• ACTIVITY
Filter out every line below that lacks "street", and copy the rest.
:::
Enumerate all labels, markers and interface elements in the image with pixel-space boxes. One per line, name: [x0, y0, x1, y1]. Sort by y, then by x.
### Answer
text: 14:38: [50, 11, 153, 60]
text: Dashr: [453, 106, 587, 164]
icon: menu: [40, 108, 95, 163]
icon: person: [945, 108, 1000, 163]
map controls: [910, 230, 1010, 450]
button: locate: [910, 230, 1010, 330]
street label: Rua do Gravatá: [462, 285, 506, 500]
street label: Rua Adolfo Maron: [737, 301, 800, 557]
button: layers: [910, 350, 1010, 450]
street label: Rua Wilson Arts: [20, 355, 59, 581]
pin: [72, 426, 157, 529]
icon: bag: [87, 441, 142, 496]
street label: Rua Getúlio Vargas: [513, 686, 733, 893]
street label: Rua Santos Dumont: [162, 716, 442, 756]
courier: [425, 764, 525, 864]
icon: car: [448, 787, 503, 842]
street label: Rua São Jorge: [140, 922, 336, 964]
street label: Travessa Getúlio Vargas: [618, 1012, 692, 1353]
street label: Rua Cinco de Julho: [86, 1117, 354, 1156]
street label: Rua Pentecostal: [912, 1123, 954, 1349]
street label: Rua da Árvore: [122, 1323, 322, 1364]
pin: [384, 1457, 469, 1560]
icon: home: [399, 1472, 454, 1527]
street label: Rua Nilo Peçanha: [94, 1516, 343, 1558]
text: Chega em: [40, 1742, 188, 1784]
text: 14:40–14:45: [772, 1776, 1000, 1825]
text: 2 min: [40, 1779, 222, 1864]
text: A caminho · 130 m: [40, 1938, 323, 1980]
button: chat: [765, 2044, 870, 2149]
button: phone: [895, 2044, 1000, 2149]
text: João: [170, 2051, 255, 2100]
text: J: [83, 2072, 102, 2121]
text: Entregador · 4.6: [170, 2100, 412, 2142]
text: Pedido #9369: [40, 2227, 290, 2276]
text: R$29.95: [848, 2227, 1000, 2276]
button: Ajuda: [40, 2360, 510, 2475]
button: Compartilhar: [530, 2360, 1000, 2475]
:::
• YOUR RESPONSE
street label: Rua do Gravatá: [462, 285, 506, 500]
street label: Rua Adolfo Maron: [737, 301, 800, 557]
street label: Rua Wilson Arts: [20, 355, 59, 581]
street label: Rua Getúlio Vargas: [513, 686, 733, 893]
street label: Rua Santos Dumont: [162, 716, 442, 756]
street label: Rua São Jorge: [140, 922, 336, 964]
street label: Travessa Getúlio Vargas: [618, 1012, 692, 1353]
street label: Rua Cinco de Julho: [86, 1117, 354, 1156]
street label: Rua Pentecostal: [912, 1123, 954, 1349]
street label: Rua da Árvore: [122, 1323, 322, 1364]
street label: Rua Nilo Peçanha: [94, 1516, 343, 1558]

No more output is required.